Joker Game est sûrement la plus grande déception de cette saison. Si cet anime arrive à un tel niveau d’amertume de ma part ce n’est pas pour des nèfles. Au-delà d’un sujet que j’apprécie, l’espionnage est un genre que je côtoie fréquemment. C’est certainement ce qui coûte cher à Joker Game au niveau de mon jugement. En plus de cela, il faut noter que la série n’a pas manqué de soin sur la forme, mais c’est sur le fond que cela pêche. Ce qui a le don de m’énerver rapidement.
Quand je précise que la forme est réussite, ce n’est pas simplement au niveau de l’animation et des graphismes qui ne sont pas forcément là où j’attacherai une grande importance. La mise en scène, l’ambiance, le soin du détail sont amplement plus compliqués à mettre en place et Joker Game ne faillit pas sur ces points. Accompagné d’une bande son efficace, la réalisation parvient à nous transporter dans une époque avec des images historiques fidèles. Par contre, le charac-design n’est pas une franche réussite nous faisant passer par des visages quelconques et sans charismes.

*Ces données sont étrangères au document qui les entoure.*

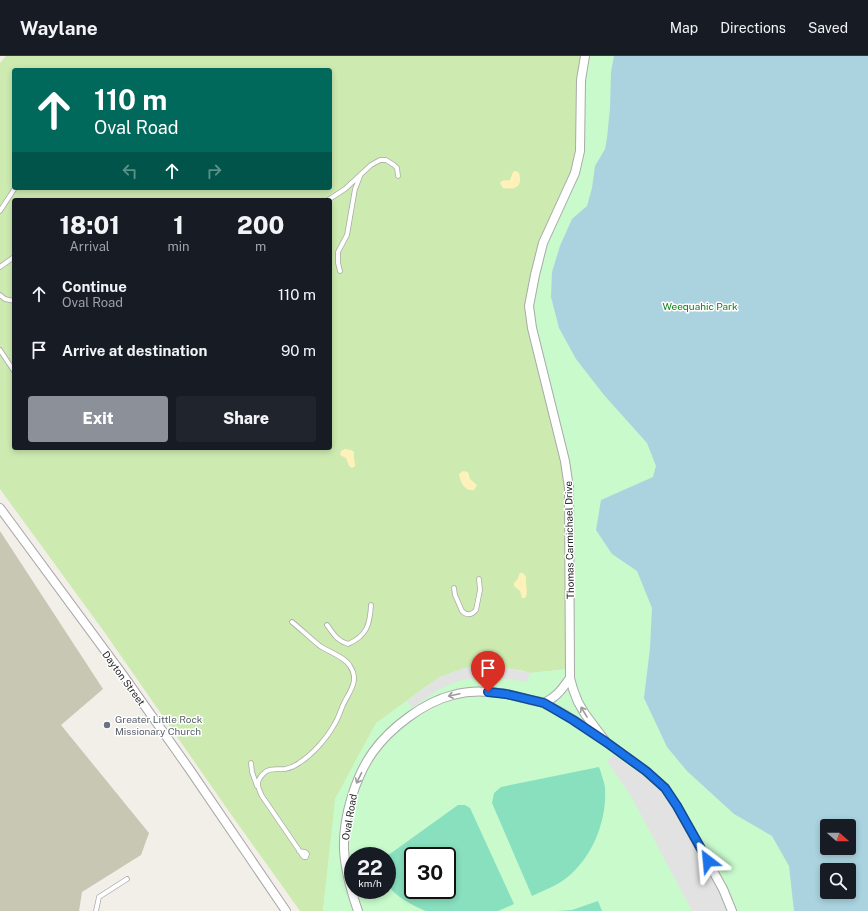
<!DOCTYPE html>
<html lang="en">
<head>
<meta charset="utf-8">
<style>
  :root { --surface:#171b24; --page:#20242c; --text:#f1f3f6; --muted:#9ea1a6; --line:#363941; --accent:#8c9099 }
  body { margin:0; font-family:"Public Sans",sans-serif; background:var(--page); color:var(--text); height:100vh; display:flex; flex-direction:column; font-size:15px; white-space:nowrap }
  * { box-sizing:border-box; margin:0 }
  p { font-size:13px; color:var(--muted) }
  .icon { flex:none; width:22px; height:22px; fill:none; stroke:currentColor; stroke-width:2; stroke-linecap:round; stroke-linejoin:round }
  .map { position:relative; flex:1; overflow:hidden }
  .details { position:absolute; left:12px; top:142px; width:320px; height:252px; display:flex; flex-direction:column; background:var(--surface); border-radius:4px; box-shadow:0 2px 6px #0003 }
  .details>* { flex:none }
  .guide { position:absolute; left:12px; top:12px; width:320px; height:122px; border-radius:4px; box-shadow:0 2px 6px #0003; background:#00695c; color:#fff; overflow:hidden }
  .needle { width:26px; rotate:110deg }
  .controls { position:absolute; left:820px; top:763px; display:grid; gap:8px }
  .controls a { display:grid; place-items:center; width:36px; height:36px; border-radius:4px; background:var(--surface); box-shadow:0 2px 6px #0003; font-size:20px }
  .speed { position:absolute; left:344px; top:791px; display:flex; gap:8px; font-size:20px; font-weight:700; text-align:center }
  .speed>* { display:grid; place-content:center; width:52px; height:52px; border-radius:50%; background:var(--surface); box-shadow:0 2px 6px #0003; line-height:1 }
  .speed small { font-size:10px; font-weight:400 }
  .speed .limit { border:2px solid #111; border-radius:6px; background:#fff; color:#111 }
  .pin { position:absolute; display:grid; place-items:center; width:34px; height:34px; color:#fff; margin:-41px -17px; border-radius:50% 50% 50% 0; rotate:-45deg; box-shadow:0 0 4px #0007 }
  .pin .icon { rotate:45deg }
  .me { position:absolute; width:44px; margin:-22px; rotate:331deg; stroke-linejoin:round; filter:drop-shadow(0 0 3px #0008) }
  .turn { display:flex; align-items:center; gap:14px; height:84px; padding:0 16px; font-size:18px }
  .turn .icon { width:52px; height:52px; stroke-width:2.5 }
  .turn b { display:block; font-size:28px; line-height:34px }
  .lanes { display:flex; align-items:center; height:38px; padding:0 16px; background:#0003; justify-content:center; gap:20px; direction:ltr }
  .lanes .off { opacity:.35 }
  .eta { display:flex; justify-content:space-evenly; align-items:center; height:68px; text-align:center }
  .eta b { font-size:24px; font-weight:800; line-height:28px }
  .button { display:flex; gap:8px; margin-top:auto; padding:8px 16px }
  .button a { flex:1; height:46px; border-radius:4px; background:var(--accent); color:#fff; font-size:16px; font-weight:800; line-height:46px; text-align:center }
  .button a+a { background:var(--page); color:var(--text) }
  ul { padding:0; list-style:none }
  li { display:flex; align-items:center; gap:12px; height:56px; padding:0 16px }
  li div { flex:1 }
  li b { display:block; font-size:15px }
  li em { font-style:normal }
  header { display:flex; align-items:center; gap:24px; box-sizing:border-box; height:56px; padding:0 20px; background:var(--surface); border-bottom:1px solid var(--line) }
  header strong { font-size:19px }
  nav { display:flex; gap:22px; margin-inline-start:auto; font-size:14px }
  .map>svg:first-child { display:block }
</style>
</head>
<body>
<header>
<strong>Waylane</strong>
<nav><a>Map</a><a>Directions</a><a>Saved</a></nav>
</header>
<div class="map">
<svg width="868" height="855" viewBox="0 0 868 855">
  <rect width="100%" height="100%" fill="#f2efe9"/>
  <!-- construction -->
  <path fill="#c7c7b4" d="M0,475L103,633L61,669L149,777L141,799L82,836L79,855H0Z"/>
  <!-- grass -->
  <path fill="#cdebb0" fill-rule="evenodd" d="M6,0H585L565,405L571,613L530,617L520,614L465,612L440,621L424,632L407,645L329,802L323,855H300L230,757L105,577L0,433V7ZM14,14H330V132H14ZM14,144H330V392H14Z"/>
  <!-- sand -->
  <path fill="#fff1ba" d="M516,115L519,117C523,131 515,134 503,132L501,129L500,127C503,123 506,125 510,124L513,116Z
    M345,393L351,394L354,396V403L355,408V410L352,412L349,410L346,402L340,399L341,395Z
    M463,415L468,416L470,423L477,429L474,434C465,436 460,426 459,418Z
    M520,517H523L526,521C525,529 529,536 525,542H522L520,535L514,530V527L517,524Z"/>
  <!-- park -->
  <path fill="#c8facc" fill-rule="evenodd" d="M585,0H868V855H323L335,743L376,667L424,632L440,621L465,612L476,610H498L530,617L570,613L569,432L529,250L543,187L575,117ZM827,770H849V792H827ZM353,800H387V834H353ZM413,800H447V834H413ZM827,814H849V836H827Z"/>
  <!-- pitch -->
  <path fill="#88e0be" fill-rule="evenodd" d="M599,711C601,717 604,725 605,732C607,763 594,798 570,819C559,829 545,834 532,840L492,747L494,737L501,731Z
    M458,749H465L470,752L514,848L498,855H426C411,849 397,841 387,829V800ZM413,800H447V834H413Z
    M598,845L602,855H557L572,854Z"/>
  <!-- parking -->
  <path fill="#e2e2e2" d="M476,610H498L530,617L527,626L501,622H482L466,623L450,628L436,635L412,652L407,645L424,632L440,621L465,612Z
    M614,699L653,727L667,740L718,831L727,855H692L631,740L607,705Z"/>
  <!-- water -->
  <path fill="#aad3df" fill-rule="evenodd" d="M614,0H868V855H794L789,810L772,780L734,758L687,715L667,691L644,642L650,592L652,552L637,515L612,498L596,474L601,444L653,421L656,410L647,387L604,339L576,303L559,272L551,241L552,216L560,190L572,163L587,150L592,132L595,110L605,93L607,82L610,52L611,16ZM827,770H849V792H827ZM827,814H849V836H827Z"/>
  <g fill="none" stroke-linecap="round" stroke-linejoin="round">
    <defs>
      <path id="service" d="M328,144L345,133L371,109L380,104H386L394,109L397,112L398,120
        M0,155L15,132
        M0,211L14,201
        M340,215L338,207V196L347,179L355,133L361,118
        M0,239L5,243L14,245
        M0,294L14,315
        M454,532L455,539L462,555C467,560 472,559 476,554L480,534L479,523
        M292,566C302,574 310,582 320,590C329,596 345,601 350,610C360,625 349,636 343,649C340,656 338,663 334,669C327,682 312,699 299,707C295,710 290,712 285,713C277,714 269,711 263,718C255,726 258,732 262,740L303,800L304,801H306L307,798L305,796L299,795
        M327,569C334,578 336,584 348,588C367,580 370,568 371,549
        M251,707L252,716L257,730
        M96,855L99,841L127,823"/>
      <path id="minor" d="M585,0L581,24L580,95L575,117L543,187L535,219L529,250L532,272L565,405L569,432L570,622L573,633L578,646L585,658L606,686L646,715L665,732L677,750L723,833L732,855
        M0,452L123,619L190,714L286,855
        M544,647C558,640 561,634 570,622
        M358,855C351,835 345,814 344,793C343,762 355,721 373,696C390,672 424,646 453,639C464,636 478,635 489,636C502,636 515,640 527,643C533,645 540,645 545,648C564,657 582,669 599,681"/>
    </defs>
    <!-- service casing -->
    <use href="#service" stroke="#a9a9a9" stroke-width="5.5"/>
    <!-- minor casing -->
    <use href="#minor" stroke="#a9a9a9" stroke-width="10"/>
    <!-- service -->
    <use href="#service" stroke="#fff" stroke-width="4"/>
    <!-- minor -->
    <use href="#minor" stroke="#fff" stroke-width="8"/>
  </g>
  <!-- one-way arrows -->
  <defs><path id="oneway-shaft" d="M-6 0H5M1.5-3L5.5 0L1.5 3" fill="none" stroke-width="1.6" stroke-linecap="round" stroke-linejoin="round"/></defs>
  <g stroke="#9c9c9c">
    <use href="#oneway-shaft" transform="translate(454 639) rotate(168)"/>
    <use href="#oneway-shaft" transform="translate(584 656) rotate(-121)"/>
    <use href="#oneway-shaft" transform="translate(359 722) rotate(116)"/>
  </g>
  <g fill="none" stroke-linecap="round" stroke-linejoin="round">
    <defs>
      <path id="route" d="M488,636L506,638L544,647L573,664L606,686L646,715L665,732L677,750L708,805"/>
    </defs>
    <!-- route casing -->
    <use href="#route" stroke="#114b97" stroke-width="10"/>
    <!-- route -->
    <use href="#route" stroke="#1a73e8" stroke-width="7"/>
  </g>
  <!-- markers -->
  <circle fill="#6b7280" stroke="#fff" stroke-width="1.5" cx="107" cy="669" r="4"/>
  <g text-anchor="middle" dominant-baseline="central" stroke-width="3" stroke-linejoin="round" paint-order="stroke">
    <!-- park labels -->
    <g font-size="10" fill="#0c8416" stroke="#fff">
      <text x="700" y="250">Weequahic Park</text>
    </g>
    <!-- street labels -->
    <g font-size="10" fill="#222" stroke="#fff">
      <text transform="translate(569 484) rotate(-91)">Thomas Carmichael Drive</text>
      <text transform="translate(124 622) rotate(54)">Dayton Street</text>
      <text transform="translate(349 761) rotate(-80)">Oval Road</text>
    </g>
    <!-- worship labels -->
    <g font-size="10" fill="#5b616d" stroke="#fff" text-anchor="start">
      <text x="115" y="663">Greater Little Rock<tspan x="115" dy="12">Missionary Church</tspan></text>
    </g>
  </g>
</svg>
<div class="controls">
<a><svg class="needle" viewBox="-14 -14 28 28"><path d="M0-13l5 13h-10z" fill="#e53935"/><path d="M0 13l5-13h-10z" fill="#9ea1a6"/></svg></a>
<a><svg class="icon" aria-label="search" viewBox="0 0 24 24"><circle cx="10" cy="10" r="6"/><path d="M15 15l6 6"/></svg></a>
</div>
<div class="speed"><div>22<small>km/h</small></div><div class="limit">30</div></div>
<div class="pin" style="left:488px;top:636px;background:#d93025"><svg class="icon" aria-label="arrive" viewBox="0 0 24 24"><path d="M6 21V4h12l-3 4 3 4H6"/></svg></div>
<svg class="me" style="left:708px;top:805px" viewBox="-20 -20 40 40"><path d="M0-17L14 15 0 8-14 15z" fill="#1a73e8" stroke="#fff" stroke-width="4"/></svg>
<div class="guide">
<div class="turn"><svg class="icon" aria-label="ahead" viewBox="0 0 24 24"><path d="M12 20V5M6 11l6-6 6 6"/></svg><div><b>110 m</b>Oval Road</div></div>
<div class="lanes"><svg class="icon off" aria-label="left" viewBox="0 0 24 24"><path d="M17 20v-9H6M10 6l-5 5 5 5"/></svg><svg class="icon" aria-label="ahead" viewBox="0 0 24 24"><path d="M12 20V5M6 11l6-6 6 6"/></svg><svg class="icon off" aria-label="right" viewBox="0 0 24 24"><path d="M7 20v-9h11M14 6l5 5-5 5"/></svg></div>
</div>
<section class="details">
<div class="eta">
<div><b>18:01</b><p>Arrival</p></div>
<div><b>1</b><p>min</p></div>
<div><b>200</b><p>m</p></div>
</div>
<ul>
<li><svg class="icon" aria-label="ahead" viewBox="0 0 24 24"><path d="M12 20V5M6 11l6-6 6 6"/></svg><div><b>Continue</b><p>Oval Road</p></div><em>110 m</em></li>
<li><svg class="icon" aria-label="arrive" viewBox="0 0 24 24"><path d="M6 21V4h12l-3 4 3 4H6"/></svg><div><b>Arrive at destination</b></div><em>90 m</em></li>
</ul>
<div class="button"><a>Exit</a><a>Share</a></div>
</section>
</div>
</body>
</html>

En dehors du dessin, les personnages ne brillent pas non plus par leurs personnalités. J’ai lu dans beaucoup de forums et critiques que la plupart des gens étaient incapables de discerner les différents espions entre eux. Ce n’est pas particulièrement étonnant. La faute à la forme, mais surtout à leur écriture. Aucun des espions n’a d’épaisseur et ce n’est pas peu dire. J’ai eu l’impression d’avoir des automates en face de moi. Contrairement à ce que l’on pourrait penser, être un agent ne justifie absolument pas ce manque cruel de profondeur. Ici, l’impression dominante est celle d’une ribambelle de personnages, tous particulièrement doués, voir invincibles, ne montrant aucun état d’âme ou de sentiments. Bref, l’espion qu’on pourrait naïvement qualifié de parfait, en plein d’exemplaire. Or, pour s’attacher un minimum à un protagoniste, il faut qu’il soit humain. Ce qui n’est en l’occurrence pas le cas. Surtout que le ridicule, c’est que l’anime souhaite nous vendre le meilleur de l’espionnage à travers ces agents d’une efficacité légendaire alors que les différentes intrigues sont d’une banalité affligeantes et ne peuvent pas démontrer des compétences hors du commun.
Parlons donc de l’histoire, le plus gros ratage pour ma part, car même avec des personnages sans consistance, ils auraient tout de même pu briller à travers un scénario captivant. Cependant, le choix a été fait de sortir une aventure par épisode. Les intrigues sur l’espionnage ont besoin de temps, de jouer avec son spectateur. Impossible ici avec une durée si courte, mais dans un sens ce n’est pas le problème principal. C’est simplement l’écriture qui est mauvaise, même avec si peu de temps, ça aurait pu être beaucoup mieux. Par exemple, un épisode se passant en Allemagne consiste seulement à montrer le chef de l’Agence D venir récupérer la liste du réseau d’espions après la mort d’un de ses hommes. La question pour le chef nazi autant que pour le spectateur est : où est la liste et comment faire pour la récupérer ? Et on nous sort une vieille solution, il vient la chercher sur le corps de l’espion mort avant qu’il soit sous surveillance… Voilà, voilà… Alors, ce n’est pas pour ça que l’épisode est vide d’intérêt, il ne se passe pas rien durant 18min, mais c’est tellement décevant et c’est tout le temps comme ça. En fait, l’anime cherche à nous expliquer - un bien grand mot - l’espionnage et l'importance de l'information en temps de guerre tout en taclant les instances moyenâgeuses de l’armée japonaise de l’époque. Seulement ce n’est pas une excuse pour nous sortir des intrigues bidons.
Nous continuerons justement sur le côté didactique de l’œuvre. Encore une fois, c’est plutôt faiblard. L’anime ne touche qu’en surface ce qu’est réellement l’espionnage. Alors oui, vous allez avoir le principe d’agent double évoqué, l’importance du « réseau » cité, quelques petits trucs pour effleurer le sujet. Beaucoup de temps va être passé à vouloir montrer ce qu'est un espion, le dernier épisode y étant totalement dédié. Mais en soit, le gros paquet, j’ai vraiment eu l’impression qu’ils passaient totalement à côté. L’espionnage, ce n’est pas ce qu’ils ont montré, pas plus que le personnage de l'espion. C’est bien plus complexe et vaste que cela, j’invite pour ceux qui sont intéressés à lire « La Compagnie : Le Grand Roman de la CIA » superbement documenté à ce sujet.
Tout ça pour montrer que je n’ai pas été convaincu par cet anime, qu’il m’a déçu sur un thème que j’affectionne pas mal. Navrant, car j’ai senti une réelle envie de bien faire de la part de l’équipe qui a confectionné cette série.